ACTIVITY:
In your reply, write out each entry exactly as given.

RECORDS PROVIDED: Begin

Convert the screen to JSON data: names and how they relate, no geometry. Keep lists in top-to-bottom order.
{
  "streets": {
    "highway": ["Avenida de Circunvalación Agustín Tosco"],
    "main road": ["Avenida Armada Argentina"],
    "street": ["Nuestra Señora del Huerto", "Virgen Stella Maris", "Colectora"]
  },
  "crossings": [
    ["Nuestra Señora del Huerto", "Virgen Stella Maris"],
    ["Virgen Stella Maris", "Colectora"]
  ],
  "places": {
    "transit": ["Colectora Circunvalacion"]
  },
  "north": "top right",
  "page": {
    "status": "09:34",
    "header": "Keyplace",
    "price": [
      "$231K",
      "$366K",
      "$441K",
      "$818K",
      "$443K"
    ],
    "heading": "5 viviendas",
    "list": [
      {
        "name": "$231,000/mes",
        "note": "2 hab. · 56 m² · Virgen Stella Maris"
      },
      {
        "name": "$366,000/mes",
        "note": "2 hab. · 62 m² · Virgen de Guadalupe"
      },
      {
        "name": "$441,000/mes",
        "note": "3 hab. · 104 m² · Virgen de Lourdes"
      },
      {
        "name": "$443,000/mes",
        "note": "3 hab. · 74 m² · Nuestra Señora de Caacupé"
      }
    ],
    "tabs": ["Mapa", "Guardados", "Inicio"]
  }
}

RECORDS PROVIDED: End

SOLUTION FOR THIS EXERCISE:
Convert the screen to JSON data: names and how they relate, no geometry. Keep lists in top-to-bottom order.
{
  "streets": {
    "highway": ["Avenida de Circunvalación Agustín Tosco"],
    "main road": ["Avenida Armada Argentina"],
    "street": ["Nuestra Señora del Huerto", "Virgen Stella Maris", "Colectora"]
  },
  "crossings": [
    ["Nuestra Señora del Huerto", "Virgen Stella Maris"],
    ["Virgen Stella Maris", "Colectora"]
  ],
  "places": {
    "transit": ["Colectora Circunvalacion"]
  },
  "north": "top right",
  "page": {
    "status": "09:34",
    "header": "Keyplace",
    "price": [
      "$231K",
      "$366K",
      "$441K",
      "$818K",
      "$443K"
    ],
    "heading": "5 viviendas",
    "list": [
      {
        "name": "$231,000/mes",
        "note": "2 hab. · 56 m² · Virgen Stella Maris"
      },
      {
        "name": "$366,000/mes",
        "note": "2 hab. · 62 m² · Virgen de Guadalupe"
      },
      {
        "name": "$441,000/mes",
        "note": "3 hab. · 104 m² · Virgen de Lourdes"
      },
      {
        "name": "$443,000/mes",
        "note": "3 hab. · 74 m² · Nuestra Señora de Caacupé"
      }
    ],
    "tabs": ["Mapa", "Guardados", "Inicio"]
  }
}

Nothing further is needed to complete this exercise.